With justice authorities in New York stepping up an investigation into the role of US banks in the case, Fausto Tonna was taken from prison for more questioning by public prosecutors on Monday in Parma, the northern Italian city close to Parmalat Finanziaria SpA's headquarters.
Prosecutors have accused Tonna of helping build a web of offshore holding companies with fictitious assets that left the global food group with an accounting black hole investigators believe could exceed 10 billion euros ($12.7 billion).
A judicial source said former chief financial officer Tonna, reiterated during an interrogation he had obeyed instructions from Parmalat founder Calisto Tanzi.
"I was only following Tanzi's orders," he was quoted by the source as telling the prosecutors.
Earlier, Tonna turned angrily on the media, telling a group of journalists at the prosecutors' office: "I wish you and your families a slow and painful death."
Huge accounting gap
Parmalat's crisis exploded just over two weeks ago when its new managers revealed an initial four-billion-euro gap in its accounts, forcing the company to seek protection from creditors.
"I was only following Tanzi's orders"
Former Parmalat finance chief
Tanzi, also under arrest, has admitted to diverting about 500 million euros from Parmalat, in particular to family tourism companies, but denies he knew how it was done. He has also said the accounting gap could be as big as eight billion euros.
A source close to the probe said on Monday that seized documents showed cash had been pumped into AC Parma, one of Italy's top soccer clubs, which is owned by Parmalat, and more money was missing from a tourism business than previously feared.
"We get a surprise with every company we look at," he said. "There was systematic falsification and there are cracks all over the place."
Italy's market regulator Consob on Monday asked a court in Parma to annul Parmalat's 2002 accounts, showing a net profit of 252 million euros, after the group failed to comply with accounting standards.
Parmalat's government-appointed administrator, Enrico Bondi, is expected to ask Italian banks for new loans. News reports have pegged the value of the loans between 50 million and 100 million euros.
"It is likely that meetings with bankers will take place over the course of this week," a source familiar with the matter said after Bondi met restructuring advisers Mediobanca and Lazard and said work was progressing well.
Eight people have been arrested in the probe so far and are in prison for questioning. No charges have been brought.
Prosecutors are trying to piece together where the missing money went and whether anything is left. They have contacted foreign banks for information.
Ecuadorean media have said courts there would examine Parmalat's activities in the South American country, which Tanzi visited just before his arrest.
Questions have also been raised about US banks, which helped manage the sale of about eight billion euros worth of Parmalat bonds between 1997 and 2002.

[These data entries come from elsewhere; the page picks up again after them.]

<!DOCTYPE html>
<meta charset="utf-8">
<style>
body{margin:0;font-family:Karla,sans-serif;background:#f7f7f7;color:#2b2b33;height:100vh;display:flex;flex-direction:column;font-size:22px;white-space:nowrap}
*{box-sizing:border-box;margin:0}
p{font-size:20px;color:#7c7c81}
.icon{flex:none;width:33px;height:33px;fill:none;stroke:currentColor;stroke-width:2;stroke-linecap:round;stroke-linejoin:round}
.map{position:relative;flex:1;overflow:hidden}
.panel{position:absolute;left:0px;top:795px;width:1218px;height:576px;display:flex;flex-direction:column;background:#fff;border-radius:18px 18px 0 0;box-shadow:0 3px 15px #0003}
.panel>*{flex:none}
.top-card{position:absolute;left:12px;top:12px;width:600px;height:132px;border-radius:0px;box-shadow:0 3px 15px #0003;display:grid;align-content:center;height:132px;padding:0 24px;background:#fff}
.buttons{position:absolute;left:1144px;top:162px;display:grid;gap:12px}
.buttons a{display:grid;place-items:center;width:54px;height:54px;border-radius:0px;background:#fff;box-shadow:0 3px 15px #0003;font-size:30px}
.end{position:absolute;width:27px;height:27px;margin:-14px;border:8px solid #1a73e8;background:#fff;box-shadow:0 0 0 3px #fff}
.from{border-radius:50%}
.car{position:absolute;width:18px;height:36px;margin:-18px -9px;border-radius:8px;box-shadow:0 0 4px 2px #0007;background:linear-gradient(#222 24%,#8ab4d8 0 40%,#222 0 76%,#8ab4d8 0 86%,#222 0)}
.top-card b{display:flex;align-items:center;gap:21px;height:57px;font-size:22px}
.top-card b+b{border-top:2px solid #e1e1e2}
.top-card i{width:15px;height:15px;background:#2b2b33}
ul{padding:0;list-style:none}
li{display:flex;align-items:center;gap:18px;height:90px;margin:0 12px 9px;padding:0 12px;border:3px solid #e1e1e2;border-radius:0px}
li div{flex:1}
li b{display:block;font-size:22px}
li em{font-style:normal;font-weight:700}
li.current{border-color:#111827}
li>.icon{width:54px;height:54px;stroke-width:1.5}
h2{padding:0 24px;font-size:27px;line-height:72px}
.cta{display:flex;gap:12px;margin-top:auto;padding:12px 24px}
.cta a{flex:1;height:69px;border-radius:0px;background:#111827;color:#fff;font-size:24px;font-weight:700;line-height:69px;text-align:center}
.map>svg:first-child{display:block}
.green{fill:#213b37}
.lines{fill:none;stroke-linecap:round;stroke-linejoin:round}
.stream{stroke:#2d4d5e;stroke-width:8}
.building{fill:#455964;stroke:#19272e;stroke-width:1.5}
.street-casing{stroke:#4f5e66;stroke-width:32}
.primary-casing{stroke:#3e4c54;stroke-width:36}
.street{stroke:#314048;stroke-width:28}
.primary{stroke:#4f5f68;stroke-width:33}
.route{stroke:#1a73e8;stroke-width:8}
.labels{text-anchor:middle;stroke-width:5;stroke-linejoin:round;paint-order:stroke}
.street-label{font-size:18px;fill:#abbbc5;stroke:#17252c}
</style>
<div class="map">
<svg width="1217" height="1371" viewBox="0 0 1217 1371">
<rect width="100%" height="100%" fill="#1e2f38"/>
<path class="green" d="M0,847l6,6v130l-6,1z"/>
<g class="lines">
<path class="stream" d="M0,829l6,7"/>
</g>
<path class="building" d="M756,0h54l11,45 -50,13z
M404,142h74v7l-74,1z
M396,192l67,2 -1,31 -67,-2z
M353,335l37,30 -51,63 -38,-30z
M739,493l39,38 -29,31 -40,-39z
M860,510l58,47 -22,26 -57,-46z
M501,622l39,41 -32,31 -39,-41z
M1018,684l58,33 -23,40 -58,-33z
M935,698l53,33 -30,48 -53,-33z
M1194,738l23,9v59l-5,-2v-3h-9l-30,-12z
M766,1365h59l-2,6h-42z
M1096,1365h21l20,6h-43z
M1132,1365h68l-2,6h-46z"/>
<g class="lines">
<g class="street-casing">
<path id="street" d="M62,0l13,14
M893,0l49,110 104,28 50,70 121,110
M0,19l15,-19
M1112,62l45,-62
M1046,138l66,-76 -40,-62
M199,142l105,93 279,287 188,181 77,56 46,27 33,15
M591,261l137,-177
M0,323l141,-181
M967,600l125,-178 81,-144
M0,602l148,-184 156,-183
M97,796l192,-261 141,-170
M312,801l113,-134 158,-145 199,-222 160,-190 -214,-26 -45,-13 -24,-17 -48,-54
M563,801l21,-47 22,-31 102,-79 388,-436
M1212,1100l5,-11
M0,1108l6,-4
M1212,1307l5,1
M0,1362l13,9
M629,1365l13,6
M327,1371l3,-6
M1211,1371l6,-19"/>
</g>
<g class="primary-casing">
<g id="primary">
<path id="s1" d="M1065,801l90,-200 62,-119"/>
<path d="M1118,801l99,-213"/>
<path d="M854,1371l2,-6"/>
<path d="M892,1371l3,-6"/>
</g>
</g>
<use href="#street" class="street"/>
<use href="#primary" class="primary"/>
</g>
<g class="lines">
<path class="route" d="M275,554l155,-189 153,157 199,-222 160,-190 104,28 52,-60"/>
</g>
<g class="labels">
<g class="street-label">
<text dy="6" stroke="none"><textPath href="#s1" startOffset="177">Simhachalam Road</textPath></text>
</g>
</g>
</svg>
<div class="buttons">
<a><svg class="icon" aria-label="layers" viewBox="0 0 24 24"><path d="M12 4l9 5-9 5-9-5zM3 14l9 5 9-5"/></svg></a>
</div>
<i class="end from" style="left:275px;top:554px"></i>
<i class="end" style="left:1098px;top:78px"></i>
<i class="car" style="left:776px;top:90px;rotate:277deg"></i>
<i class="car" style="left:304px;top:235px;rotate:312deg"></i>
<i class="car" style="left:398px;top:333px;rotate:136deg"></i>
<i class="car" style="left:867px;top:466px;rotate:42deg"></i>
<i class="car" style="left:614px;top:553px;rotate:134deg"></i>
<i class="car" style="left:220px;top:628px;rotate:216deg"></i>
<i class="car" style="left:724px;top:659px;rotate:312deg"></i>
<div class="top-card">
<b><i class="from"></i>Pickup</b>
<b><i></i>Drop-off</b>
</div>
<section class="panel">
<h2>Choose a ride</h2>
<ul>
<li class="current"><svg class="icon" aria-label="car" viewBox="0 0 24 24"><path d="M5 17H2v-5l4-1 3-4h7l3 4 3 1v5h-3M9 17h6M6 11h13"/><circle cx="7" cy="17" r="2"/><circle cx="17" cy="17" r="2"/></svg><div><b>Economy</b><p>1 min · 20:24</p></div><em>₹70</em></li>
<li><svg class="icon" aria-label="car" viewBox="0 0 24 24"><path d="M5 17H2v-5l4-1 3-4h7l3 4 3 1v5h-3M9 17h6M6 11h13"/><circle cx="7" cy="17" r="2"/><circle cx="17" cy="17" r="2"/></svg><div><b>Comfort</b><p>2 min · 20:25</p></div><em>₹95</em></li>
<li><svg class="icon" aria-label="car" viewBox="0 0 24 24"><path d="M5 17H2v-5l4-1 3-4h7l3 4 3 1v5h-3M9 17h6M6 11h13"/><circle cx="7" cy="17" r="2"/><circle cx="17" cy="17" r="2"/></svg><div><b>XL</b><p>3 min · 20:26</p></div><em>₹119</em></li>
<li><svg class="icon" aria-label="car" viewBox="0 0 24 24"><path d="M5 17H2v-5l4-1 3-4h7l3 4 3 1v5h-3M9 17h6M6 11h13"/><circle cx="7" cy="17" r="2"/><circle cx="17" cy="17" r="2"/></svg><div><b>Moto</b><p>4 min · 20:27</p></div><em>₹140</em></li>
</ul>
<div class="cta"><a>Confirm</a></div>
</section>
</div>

Many Parmalat factories have
been closed due to the scandal
US investors bought over $1.5 billion of Parmalat bonds.
US banks investigated
Bank of America is believed to have organised private placements of some $500 million of Parmalat bonds since 1997 and has been involved in structuring other business for the group.
The bank on Monday said it was cooperating with regulators and "other authorities."
As investment bankers came under scrutiny for their Parmalat business, a banking source said they too had been misled.
"A company's accounts are audited and it's not really for investment banks to second guess the auditors," the source said.
As well as the US Securities and Exchange Commission, Manhattan District Attorney Robert Morgenthau and the US Attorney's office in Manhattan are also involved in the probe, a source familiar with the situation told Reuters over the weekend.
Italian banks Capitalia SpA , Banca Intesa , Sanpaolo IMI SpA - three of Italy's four biggest banks - have more than one billion euros in outstanding loans to the group.
Capitalia shares fell more than three percent on Monday and Intesa closed down 1.7%.
Parma's soccer club, owned by Parmalat, was due to hold a shareholders meeting on 9 January to decide on a make-or-break capital increase to cover losses worth 77 million euros, without which the club could be forced into liquidation. Parmalat might agree to cancel debts owed by the club as a solution.